Dieser Moment hat sich bei den Schwestern Wilma Fahlsing und Edith Kappel (beide geborene Vier) bis heute eingeprägt. „Unser Leben hing am seidenen Faden“, sagt Kappel. „Wir wären 1945 noch drauf gegangen, kurz vor dem offiziellen Kriegsende am 8. Mai“, ergänzt Fahlsing, die ältere der Schwestern. Die beiden Frauen sitzen gemeinsam am heimischen Küchentisch. Kappel, aus ihrem Wohnort Bad Kreuznach angereist, besucht ihre Schwester in Hahnenbach: Gemeinsam denken sie zurück an ihre Kindheit im Krieg.
Schwestern scheitern auf der Suche nach Schutz
Bereits am Abend des 15. März 1945 habe sich in Holzbach eine Nachricht herumgesprochen. „Es hieß, dass die amerikanischen Truppen Simmern erreicht hätten und dass dort viele Zivilisten ums Leben gekommen seien“, sagt Kappel. Ab da war die Ankunft der US-Soldaten im wenige Kilometer entfernten Holzbach nur noch eine Frage der Zeit.

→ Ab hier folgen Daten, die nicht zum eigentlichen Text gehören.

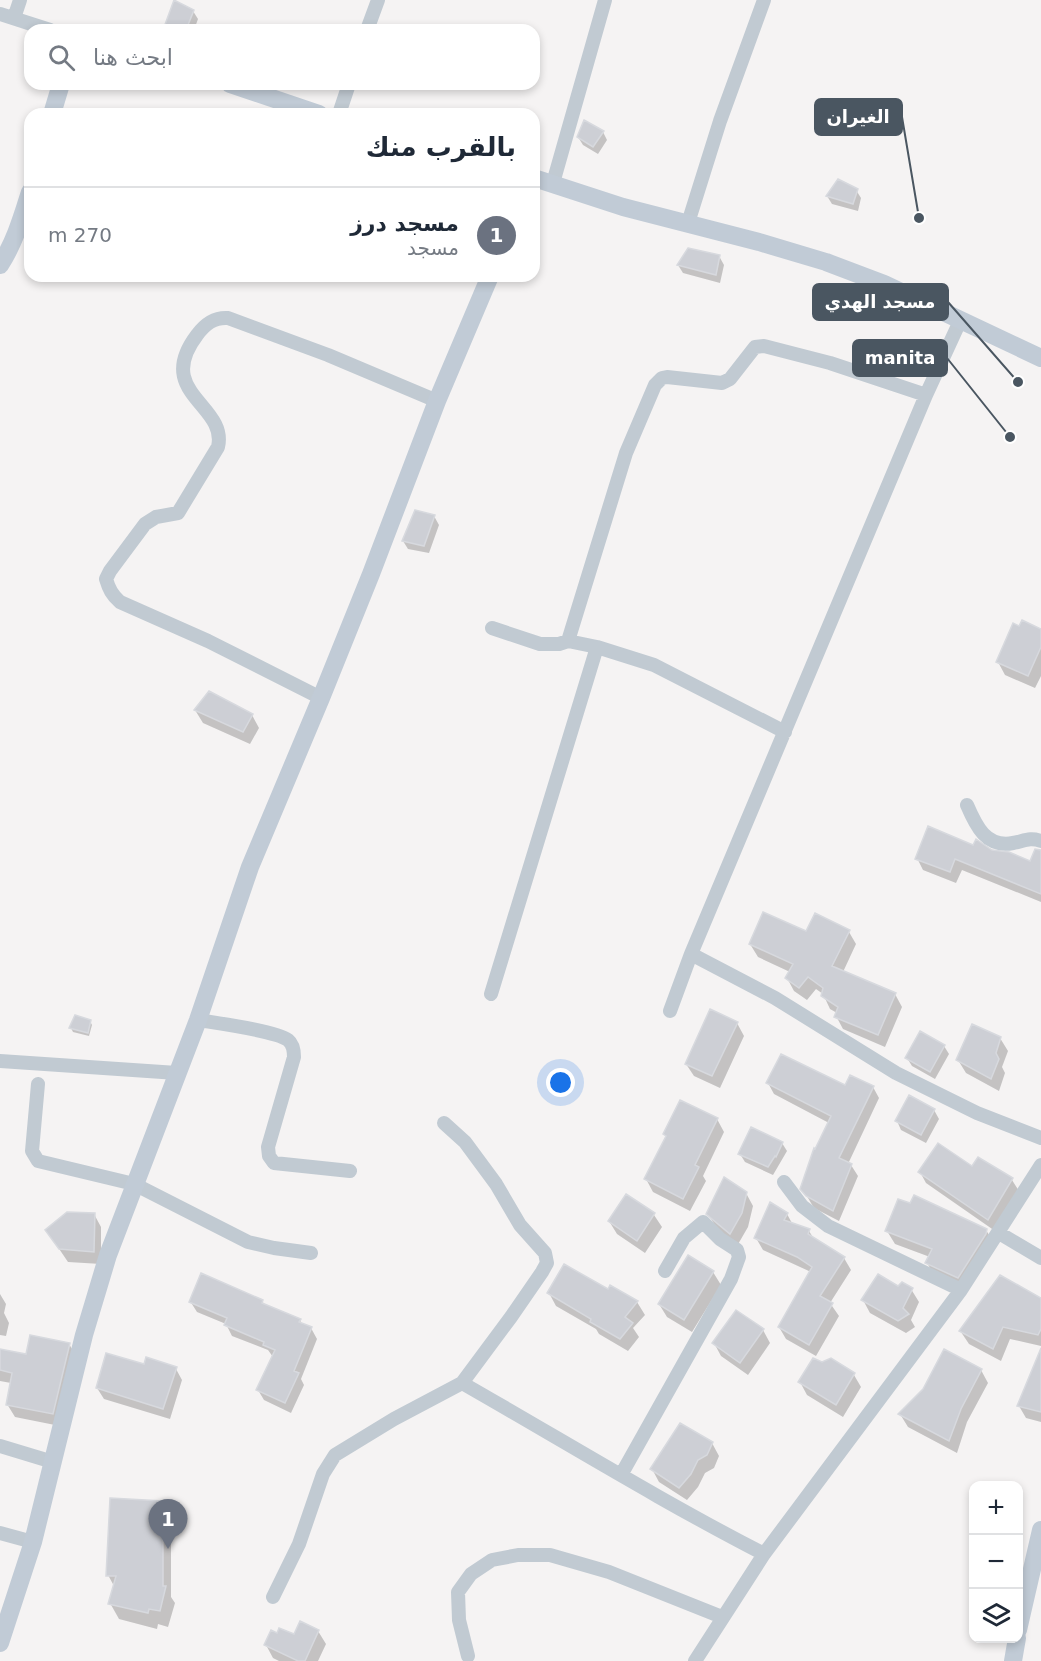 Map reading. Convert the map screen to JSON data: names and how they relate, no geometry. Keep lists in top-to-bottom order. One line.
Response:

„Am Morgen des 16. März liefen wir vier Kinder mit unserer Mutter in aller Früh los, um in einem Bunker unter dem Holzbacher Bahndamm Schutz zu finden“, erklärt Kappel. Durch diesen Bunker habe ein kleiner Bachlauf geführt. „Der war mit Holzbrettern zugelegt, damit man im Trockenen stehen konnte.“ Schnell habe die Familie festgestellt: Der Bunker ist voll.
„Unser Leben hing am seidenen Faden.“
Edith Kappel, Zeitzeugin des Zweiten Weltkriegs
„Wir hätten ganz vorne am Eingang stehen müssen. Wenn die Amerikaner geschossen hätten, wären wir zuerst draufgegangen“, so Fahlsing. Also seien sie zurück in Richtung ihres Elternhauses gelaufen. Unterschlupf hätten sie im Keller der Nachbarn gefunden – gemeinsam mit der Nachbarsfamilie, deren beiden Kindern und einer aus dem Saarland geflüchteten dreiköpfigen Familie, bestehend aus Vater, Mutter und Kind.

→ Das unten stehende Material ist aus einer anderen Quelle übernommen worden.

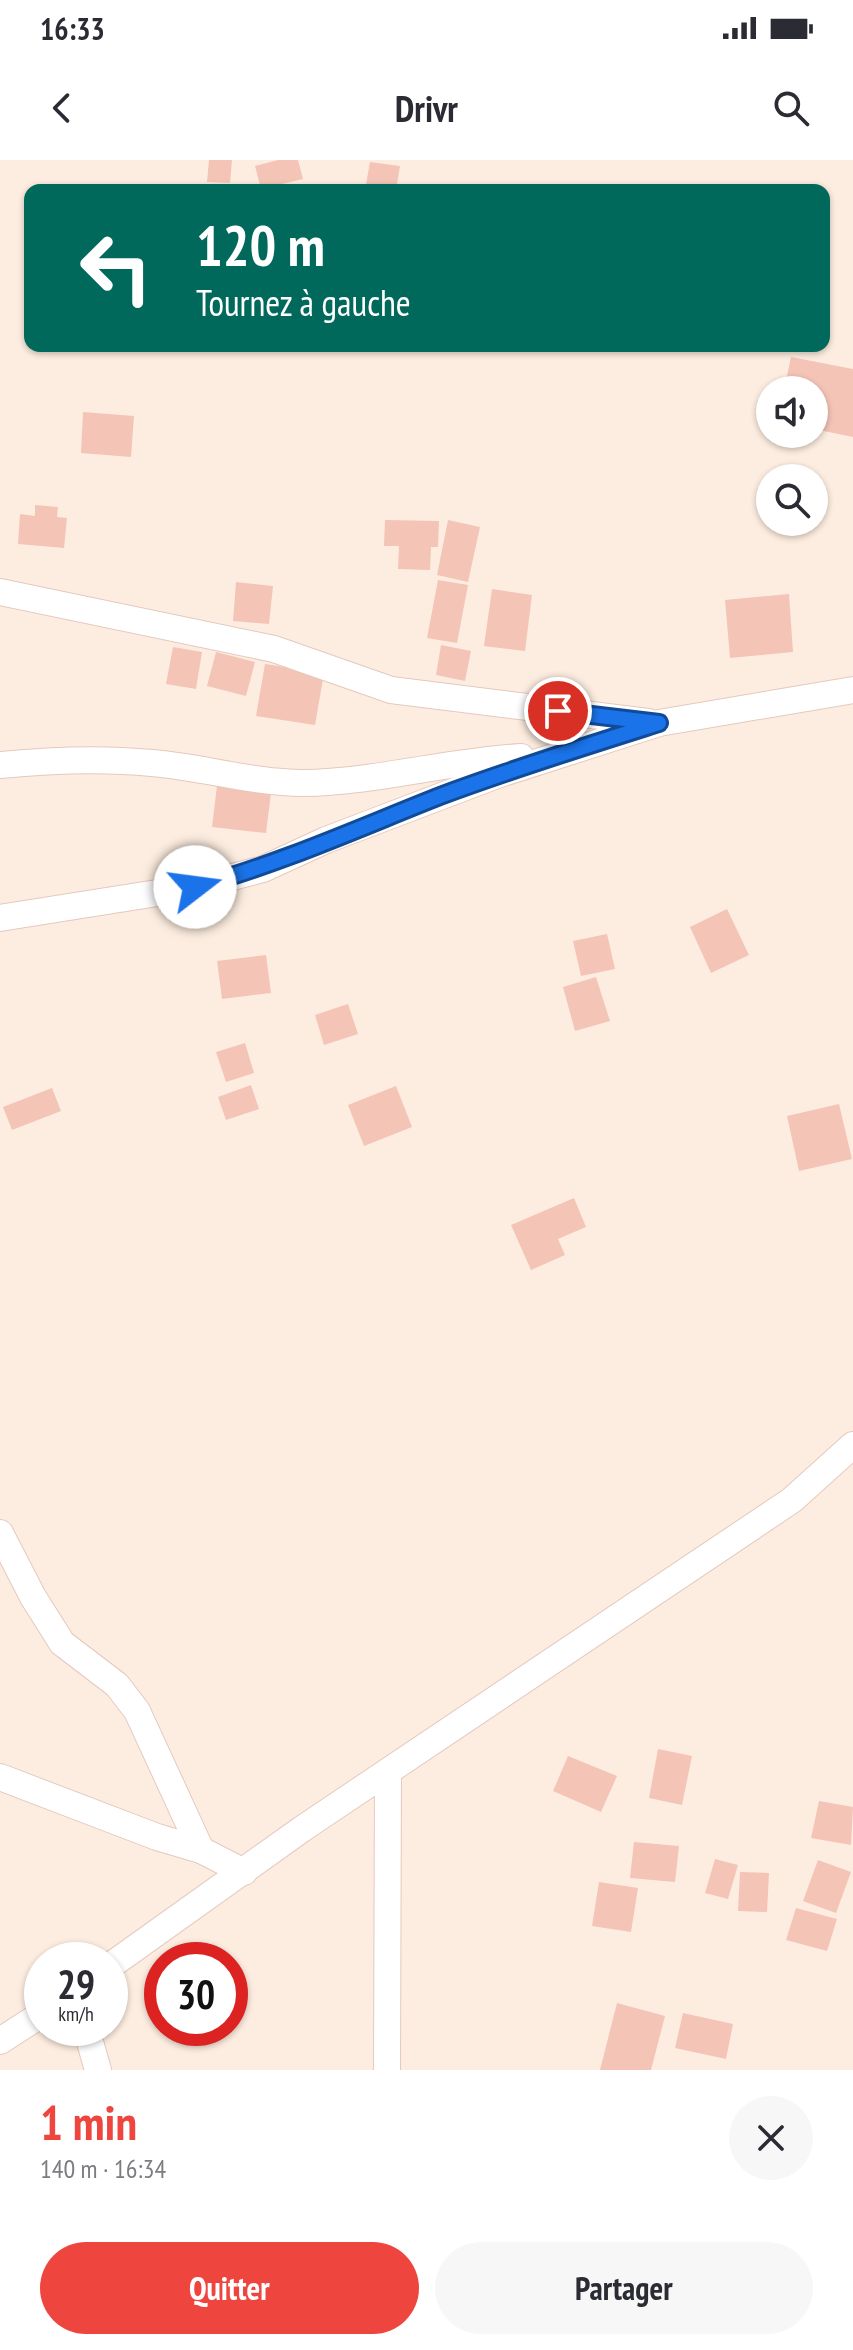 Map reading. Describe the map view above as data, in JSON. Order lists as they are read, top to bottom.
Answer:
{
  "page": {
    "status": "16:33",
    "header": "Drivr",
    "turn": ["120 m", "Tournez à gauche"],
    "speed": "29 km/h",
    "limit": "30",
    "heading": ["1 min", "140 m · 16:34"],
    "buttons": ["Quitter", "Partager"]
  }
}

Von einem Viehwagen aus hätten vier oder fünf deutsche Soldaten – so genau erinnern sich die Schwestern nicht mehr – am Morgen des 16. März 1945 das Voranschreiten der amerikanischen Truppen ausgespäht. „Die Amerikaner müssen das gesehen haben“, sagt Kappel. Die US-Soldaten seien zum Keller gekommen, wo Fahlsing und Kappel sich mit ihrer Mutter, ihren Geschwistern und den anderen Familien aufhielten und wo die deutschen Soldaten sich versteckten.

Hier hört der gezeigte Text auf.